Method	Speedup	FID ↓	sFID ↓	IS ↑	Precision ↑
DDPM (Original)	5×	5.22	17.63	237.8	0.8056
PTQ4DiT	10×	5.45	19.50	250.68	0.7882
Learn-to-Cache	6.3×	5.21	17.60	245.45	0.8122
Q&C† (Ours)	12.7×	5.43	19.52	250.68	0.7895

Q&C† achieves a \(12.7\times\) speedup (significantly higher than quantization or caching alone) while maintaining metrics close to the original model and the strongest single-mechanism baselines. Its versatility was confirmed across Sora, FLUX, and Stable Diffusion.

Ablation Study¶

ImageNet 256×256, W8A8, 50 steps, baseline = PTQ4DiT + Learn-to-Cache:

Configuration	FID ↓	sFID ↓	IS ↑	Precision ↑	Speedup
Baseline (Joint quantization+cache)	13.67	25.86	189.65	0.7124	11.5×
+ VC	9.65	22.34	210.35	0.7445	12.1×
+ TAP	8.34	21.65	220.67	0.7566	12.3×
+ TAP + VC	5.43	19.52	250.68	0.7895	12.7×

Key Findings¶

Stacking fails without adjustment: Simple stacking of SOTA quantization and caching leads to FID jumping from 5.45 to 13.67.
Components are complementary: Adding VC and TAP individually reduces FID, and using both achieves 5.43, reducing FID by 8.24 relative to the baseline.
Robustness to \(\alpha\): FID remains stable (5.36–5.57) for similarity weight \(\alpha\) between 0.3–0.7.

Highlights & Insights¶

The "Diagnosis" is highly valuable: Using cosine similarity heatmaps and variance density distributions, the paper robustly establishes the causal chains of "cache → redundancy" and "quantization × cache → variance drift → exposure bias."
Temporal kernel in similarity: The \(\exp(-|t_k - t_h|)\) term acknowledges that diffusion calibration samples are naturally temporal, making it more suitable for generative models than pure feature clustering.
Training-free VC: Instead of training an error-prediction network, VC uses an analytical channel-wise scaling factor, offering low deployment costs.

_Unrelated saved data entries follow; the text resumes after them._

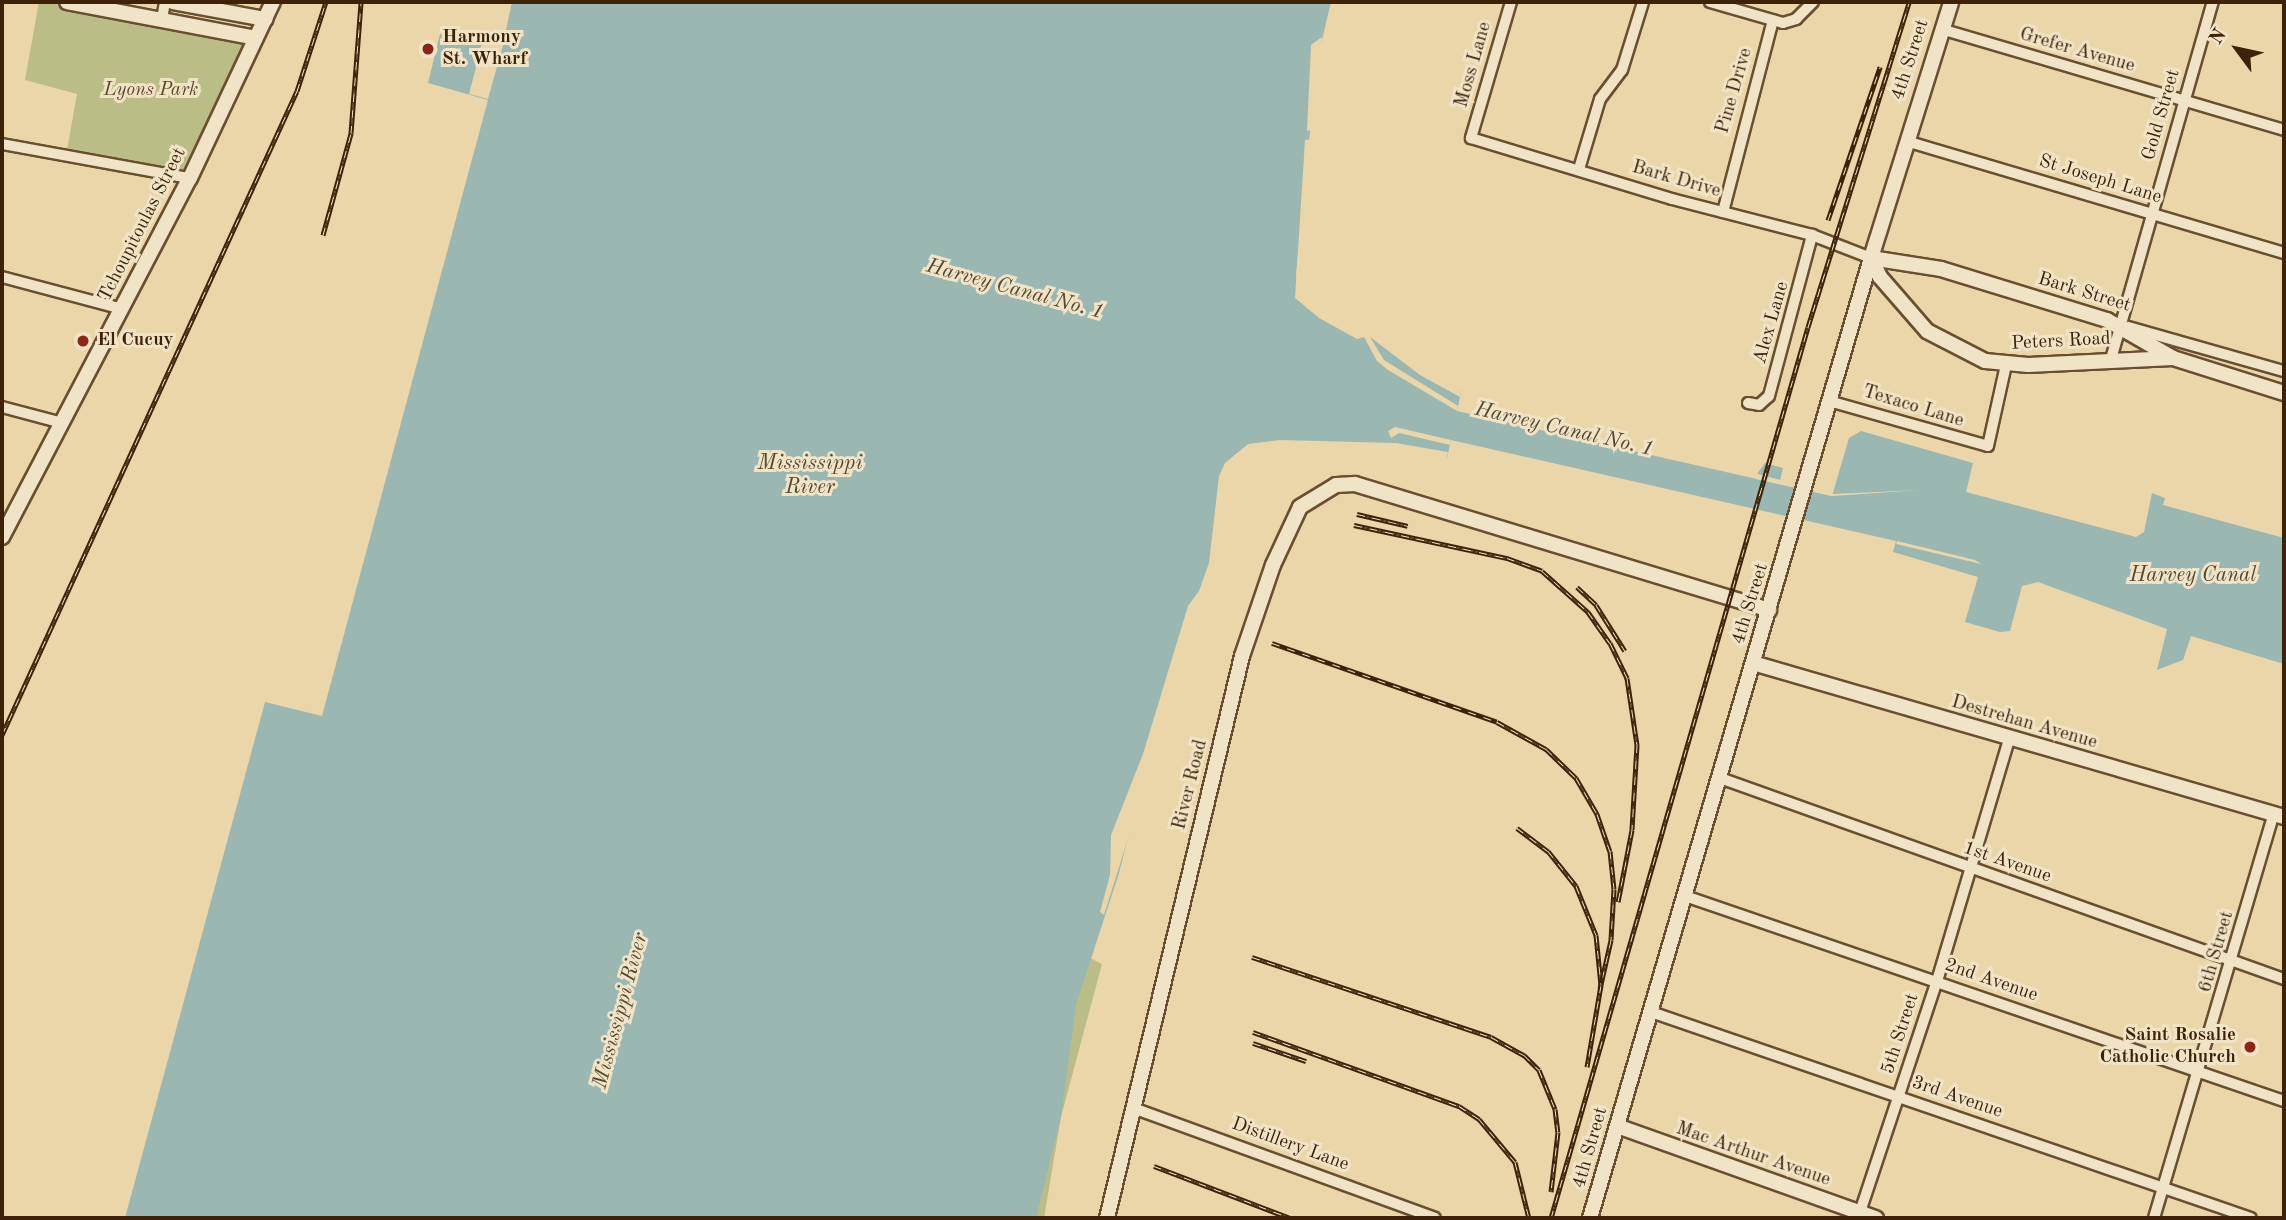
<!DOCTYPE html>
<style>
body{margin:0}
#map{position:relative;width:2286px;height:1220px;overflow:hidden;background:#ead6a8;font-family:"Old Standard TT",serif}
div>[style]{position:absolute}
.green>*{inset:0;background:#babd85}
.water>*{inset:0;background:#9bb7b2}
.pier>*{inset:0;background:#ead6a8}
.roads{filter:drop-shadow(2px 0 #694f2f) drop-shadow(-2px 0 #694f2f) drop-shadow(0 2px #694f2f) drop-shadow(0 -2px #694f2f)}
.street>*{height:10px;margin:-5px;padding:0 5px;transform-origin:5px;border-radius:5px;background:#f1e4c6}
.secondary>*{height:14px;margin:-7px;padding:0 7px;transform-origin:7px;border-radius:7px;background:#f1e4c6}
.rail>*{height:5px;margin-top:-2.5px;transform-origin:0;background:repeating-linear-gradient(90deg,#f1e4c6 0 8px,#3e2207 0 16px);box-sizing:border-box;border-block:2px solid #3e2207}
.dots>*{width:19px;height:19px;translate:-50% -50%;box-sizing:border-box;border:4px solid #f1e4c6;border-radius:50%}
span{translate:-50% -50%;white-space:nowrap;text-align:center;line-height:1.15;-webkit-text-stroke:6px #f1e4c6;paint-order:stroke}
.poi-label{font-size:19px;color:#3e2207;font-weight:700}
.left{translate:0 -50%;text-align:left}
.right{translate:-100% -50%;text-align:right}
.street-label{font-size:19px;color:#3e2207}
.park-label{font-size:19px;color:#5d4926;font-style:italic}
.water-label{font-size:21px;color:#554732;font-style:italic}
.frame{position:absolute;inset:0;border:4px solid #3e2207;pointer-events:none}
.north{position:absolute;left:2202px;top:14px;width:70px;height:70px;-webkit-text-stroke:5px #f1e4c6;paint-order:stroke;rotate:303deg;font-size:19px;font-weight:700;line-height:28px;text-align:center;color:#3e2207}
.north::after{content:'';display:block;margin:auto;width:24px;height:32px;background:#3e2207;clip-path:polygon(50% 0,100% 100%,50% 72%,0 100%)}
</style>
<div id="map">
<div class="green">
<i style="clip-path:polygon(39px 2px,67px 2px,256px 38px,190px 178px,66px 156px,77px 94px,25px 80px)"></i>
<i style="clip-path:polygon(1078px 952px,1102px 964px,1061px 1117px,1044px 1218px,1018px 1218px)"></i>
</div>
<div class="water">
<i style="clip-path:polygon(512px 2px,1331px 2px,1317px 61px,1296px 274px,1301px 299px,1364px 337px,1375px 335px,1461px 392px,1457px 411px,1832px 496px,1849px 438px,1861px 431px,1973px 463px,1966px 492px,2136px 537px,2144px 532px,2152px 493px,2165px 498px,2163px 505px,2284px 538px,2284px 664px,2191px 636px,2183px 660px,2157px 670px,2167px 629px,2038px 582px,2022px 586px,2010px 631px,2000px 632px,1965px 622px,1978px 577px,1893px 552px,1896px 541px,1451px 440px,1447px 458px,1395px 448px,1251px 452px,1224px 483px,1215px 552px,1155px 734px,1119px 873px,1076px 1005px,1061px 1117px,1036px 1218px,125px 1218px,265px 702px,322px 716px,488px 100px,428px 83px,440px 34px,503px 44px)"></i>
<i style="clip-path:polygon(1765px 463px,1783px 468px,1780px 480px,1757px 474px)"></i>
</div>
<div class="pier">
<i style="clip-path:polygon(1322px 37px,1314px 129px,1307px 131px,1311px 45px)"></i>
<i style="clip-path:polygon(483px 41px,503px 45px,488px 99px,469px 94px)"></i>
<i style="clip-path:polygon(1313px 139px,1310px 210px,1300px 274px,1304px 297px,1365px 333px,1375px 332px,1461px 392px,1460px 397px,1420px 375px,1370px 337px,1384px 360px,1458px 406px,1457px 411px,1388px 370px,1377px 361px,1364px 337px,1357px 339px,1319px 318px,1295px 298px,1305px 140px)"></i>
<i style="clip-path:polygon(1395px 427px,1451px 440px,1450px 445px,1399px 433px,1391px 438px,1388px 431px)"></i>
<i style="clip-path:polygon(1279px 440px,1396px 443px,1448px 452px,1446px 461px,1395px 451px,1253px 455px,1227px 485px,1218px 553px,1104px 915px,1100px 912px,1110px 875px,1111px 835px,1143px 754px,1188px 606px,1199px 591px,1209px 563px,1219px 476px,1225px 463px,1248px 444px)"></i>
<i style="clip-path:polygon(1757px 474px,1833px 494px,1921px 490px,1832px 496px,1756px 479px)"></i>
<i style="clip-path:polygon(1897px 541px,1975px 560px,1981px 564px,1896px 544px)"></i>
</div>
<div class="roads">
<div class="street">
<i style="left:1511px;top:2px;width:142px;rotate:106.4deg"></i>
<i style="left:1471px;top:138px;width:210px;rotate:16.9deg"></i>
<i style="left:1672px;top:199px;width:145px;rotate:14.4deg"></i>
<i style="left:1812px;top:235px;width:63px;rotate:21.3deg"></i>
<i style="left:1710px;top:2px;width:76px;rotate:16deg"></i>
<i style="left:1783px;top:23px;width:14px;rotate:-17deg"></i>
<i style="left:1796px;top:19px;width:24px;rotate:-45deg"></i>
<i style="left:162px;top:19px;width:17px;rotate:-80deg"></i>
<i style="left:1941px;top:29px;width:358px;rotate:16.4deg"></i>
<i style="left:1906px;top:141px;width:394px;rotate:16.5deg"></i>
<i style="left:2px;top:144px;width:191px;rotate:10.3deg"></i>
<i style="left:1579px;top:169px;width:73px;rotate:-73.3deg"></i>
<i style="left:1600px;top:99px;width:36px;rotate:-53deg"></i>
<i style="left:1622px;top:70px;width:71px;rotate:-72.8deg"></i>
<i style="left:1723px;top:212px;width:198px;rotate:-75.4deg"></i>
<i style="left:2px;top:277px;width:124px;rotate:14.9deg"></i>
<i style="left:2128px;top:327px;width:162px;rotate:15.8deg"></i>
<i style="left:2111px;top:359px;width:371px;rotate:-74.1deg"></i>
<i style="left:1829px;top:401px;width:165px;rotate:15.8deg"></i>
<i style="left:1988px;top:446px;width:83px;rotate:-77.5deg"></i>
<i style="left:1748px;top:403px;width:11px;rotate:10deg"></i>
<i style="left:1759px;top:405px;width:13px;rotate:-42deg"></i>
<i style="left:1769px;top:396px;width:167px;rotate:-75deg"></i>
<i style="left:2px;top:407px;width:62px;rotate:14.9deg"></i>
<i style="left:1720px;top:778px;width:599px;rotate:19.62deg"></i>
<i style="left:1685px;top:896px;width:633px;rotate:18.89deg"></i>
<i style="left:1651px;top:1012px;width:634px;rotate:18.95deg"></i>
<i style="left:1133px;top:1108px;width:321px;rotate:20deg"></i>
<i style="left:1859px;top:1215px;width:247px;rotate:-71.6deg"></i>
<i style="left:1937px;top:981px;width:252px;rotate:-73.4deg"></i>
<i style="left:2154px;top:1218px;width:421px;rotate:-73.5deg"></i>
</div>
<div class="secondary">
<i style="left:67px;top:2px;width:192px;rotate:10.8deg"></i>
<i style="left:173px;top:2px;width:94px;rotate:10.5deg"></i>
<i style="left:2173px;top:358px;width:145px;rotate:177.2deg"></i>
<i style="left:2028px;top:365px;width:43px;rotate:-174.7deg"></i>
<i style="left:1985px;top:361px;width:65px;rotate:-152.7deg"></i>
<i style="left:1927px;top:331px;width:72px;rotate:-131deg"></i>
<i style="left:1880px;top:277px;width:21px;rotate:-115deg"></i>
<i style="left:1871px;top:258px;width:71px;rotate:8.9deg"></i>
<i style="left:1941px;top:269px;width:174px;rotate:17.1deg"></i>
<i style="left:2107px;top:320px;width:76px;rotate:29.9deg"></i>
<i style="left:2173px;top:358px;width:116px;rotate:17.5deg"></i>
<i style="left:2px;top:537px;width:405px;rotate:-62.4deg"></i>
<i style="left:190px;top:178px;width:195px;rotate:-64.8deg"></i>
<i style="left:1753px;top:663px;width:553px;rotate:16.17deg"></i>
<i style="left:1617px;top:1126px;width:275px;rotate:19.6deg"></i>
<i style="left:1107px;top:1218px;width:578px;rotate:-76.49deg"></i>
<i style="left:1242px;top:656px;width:96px;rotate:-71.2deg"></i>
<i style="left:1273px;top:565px;width:64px;rotate:-65deg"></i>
<i style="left:1300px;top:507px;width:42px;rotate:-31.4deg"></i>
<i style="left:1336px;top:485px;width:19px;rotate:-3deg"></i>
<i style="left:1355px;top:484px;width:433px;rotate:16.9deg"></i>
<i style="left:1590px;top:1218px;width:1000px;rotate:-73.68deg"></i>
<i style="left:1871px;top:258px;width:268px;rotate:-72.6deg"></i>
</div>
</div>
<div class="rail">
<i style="left:1828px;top:220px;width:162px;rotate:-71.2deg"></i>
<i style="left:323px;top:235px;width:106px;rotate:-74.6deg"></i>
<i style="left:351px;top:133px;width:131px;rotate:-85.6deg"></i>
<i style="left:1357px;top:514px;width:52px;rotate:13.2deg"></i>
<i style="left:1354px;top:525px;width:157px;rotate:12.2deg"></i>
<i style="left:1507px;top:558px;width:37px;rotate:20deg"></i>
<i style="left:1542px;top:571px;width:62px;rotate:41.7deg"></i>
<i style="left:1588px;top:612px;width:38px;rotate:55deg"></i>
<i style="left:1610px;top:643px;width:39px;rotate:64deg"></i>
<i style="left:1627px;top:678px;width:68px;rotate:81.5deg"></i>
<i style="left:1637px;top:745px;width:85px;rotate:93.4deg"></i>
<i style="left:1632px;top:830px;width:73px;rotate:101deg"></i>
<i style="left:1577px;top:587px;width:26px;rotate:43deg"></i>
<i style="left:1596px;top:605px;width:54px;rotate:57.8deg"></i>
<i style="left:1272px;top:643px;width:238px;rotate:19.3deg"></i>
<i style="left:1497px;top:722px;width:56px;rotate:28.9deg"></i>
<i style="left:1546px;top:749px;width:42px;rotate:44deg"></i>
<i style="left:1576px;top:778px;width:42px;rotate:59.7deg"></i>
<i style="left:1597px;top:814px;width:39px;rotate:71deg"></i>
<i style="left:1610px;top:851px;width:38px;rotate:84deg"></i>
<i style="left:1614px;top:889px;width:51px;rotate:93.4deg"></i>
<i style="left:1611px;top:940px;width:50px;rotate:102.7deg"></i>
<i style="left:2px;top:735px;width:708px;rotate:-65.39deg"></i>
<i style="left:297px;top:91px;width:94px;rotate:-72deg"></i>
<i style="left:1517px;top:828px;width:39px;rotate:37deg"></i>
<i style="left:1548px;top:851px;width:45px;rotate:51.3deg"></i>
<i style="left:1576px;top:886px;width:53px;rotate:67.8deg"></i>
<i style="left:1596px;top:935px;width:50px;rotate:84.3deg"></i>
<i style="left:1601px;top:985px;width:83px;rotate:99.7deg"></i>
<i style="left:1252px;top:957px;width:252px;rotate:18.5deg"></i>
<i style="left:1491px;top:1037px;width:38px;rotate:29deg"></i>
<i style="left:1524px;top:1055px;width:21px;rotate:45deg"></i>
<i style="left:1539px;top:1070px;width:42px;rotate:67.7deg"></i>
<i style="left:1555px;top:1109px;width:23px;rotate:83deg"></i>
<i style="left:1558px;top:1132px;width:60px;rotate:96.7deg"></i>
<i style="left:1253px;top:1032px;width:219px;rotate:19.8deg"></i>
<i style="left:1459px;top:1106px;width:24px;rotate:33deg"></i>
<i style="left:1479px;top:1119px;width:56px;rotate:50.1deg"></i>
<i style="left:1515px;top:1162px;width:58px;rotate:76deg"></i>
<i style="left:1253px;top:1043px;width:56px;rotate:18.8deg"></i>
<i style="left:1154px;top:1166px;width:146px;rotate:20.9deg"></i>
<i style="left:1551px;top:1218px;width:927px;rotate:-73.91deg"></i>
<i style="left:1808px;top:327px;width:340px;rotate:-72.7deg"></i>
</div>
<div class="dots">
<i style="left:428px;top:49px;background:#8f2418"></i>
<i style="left:83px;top:341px;background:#8f2418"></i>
<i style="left:2250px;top:1047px;background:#8f2418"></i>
</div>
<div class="poi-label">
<span class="left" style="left:442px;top:49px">Harmony<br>St. Wharf</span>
<span class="left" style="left:97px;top:341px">El Cucuy</span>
<span class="right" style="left:2236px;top:1047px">Saint Rosalie<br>Catholic Church</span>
</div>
<div class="street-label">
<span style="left:2077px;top:51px;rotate:16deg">Grefer Avenue</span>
<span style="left:1911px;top:60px;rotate:-72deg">4th Street</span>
<span style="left:1474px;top:65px;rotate:-74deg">Moss Lane</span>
<span style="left:1735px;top:91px;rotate:-74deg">Pine Drive</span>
<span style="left:2162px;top:115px;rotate:-74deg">Gold Street</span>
<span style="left:1676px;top:180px;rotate:16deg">Bark Drive</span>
<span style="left:2100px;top:180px;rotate:17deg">St Joseph Lane</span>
<span style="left:143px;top:225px;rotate:-63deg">Tchoupitoulas Street</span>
<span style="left:2084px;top:293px;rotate:17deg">Bark Street</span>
<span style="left:1772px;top:323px;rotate:-74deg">Alex Lane</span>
<span style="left:2061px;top:342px;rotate:-3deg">Peters Road</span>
<span style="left:1913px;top:407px;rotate:17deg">Texaco Lane</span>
<span style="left:1751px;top:604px;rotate:-73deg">4th Street</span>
<span style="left:2024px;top:723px;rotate:16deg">Destrehan Avenue</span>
<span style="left:1191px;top:785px;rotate:-76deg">River Road</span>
<span style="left:2007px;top:863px;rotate:19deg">1st Avenue</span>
<span style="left:2217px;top:952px;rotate:-74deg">6th Street</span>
<span style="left:1991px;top:981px;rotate:19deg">2nd Avenue</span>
<span style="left:1901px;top:1034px;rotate:-72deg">5th Street</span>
<span style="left:1957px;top:1098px;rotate:19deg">3rd Avenue</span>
<span style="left:1290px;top:1145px;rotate:20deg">Distillery Lane</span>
<span style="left:1591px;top:1148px;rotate:-74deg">4th Street</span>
<span style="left:1753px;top:1155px;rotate:19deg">Mac Arthur Avenue</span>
</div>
<div class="park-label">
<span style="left:151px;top:91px">Lyons Park</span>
</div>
<div class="water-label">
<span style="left:1015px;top:290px;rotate:15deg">Harvey Canal No. 1</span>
<span style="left:1564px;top:430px;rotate:13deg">Harvey Canal No. 1</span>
<span style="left:810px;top:476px">Mississippi<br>River</span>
<span style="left:2193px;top:576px">Harvey Canal</span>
<span style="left:621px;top:1011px;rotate:-75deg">Mississippi River</span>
</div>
<div class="frame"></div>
<div class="north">N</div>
</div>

Limitations & Future Work¶

The core diagnosis is focused on DiT + ImageNet; more systematic evaluation for ultra-high-resolution video generation is needed.
VC assumes near-normal feature distributions and depends on reference sample quality. If distributions are highly skewed, correction might be less accurate.
Future work could further couple the temporal kernel of TAP with VC for joint scheduling.

vs PTQ4DiT / Q-Diffusion (Quantization only): These focus on quantization error but assume random sampling is sufficient; Q&C identifies that this fails under caching and uses TAP to restore calibration quality.
vs Learn-to-Cache / DeepCache (Cache only): These focus on reusing features to save compute; Q&C reveals how they degrade quantization and introduces joint governance.
vs Network-based correction: While some methods use auxiliary networks to compensate for errors, VC uses a training-free analytical variance factor, which is lighter for deployment.

Rating¶

Novelty: ⭐⭐⭐⭐⭐ First systematic study of the joint effects of quantization and caching with precise identification of side effects.
Experimental Thoroughness: ⭐⭐⭐⭐⭐ Comprehensive coverage of tasks, architectures, and ablation studies.
Writing Quality: ⭐⭐⭐⭐ Clear diagnosis and logic, though VC derivation needs Appendix reference for full detail.
Value: ⭐⭐⭐⭐⭐ Provides a reusable diagnostic and governance paradigm for stacking multiple acceleration mechanisms.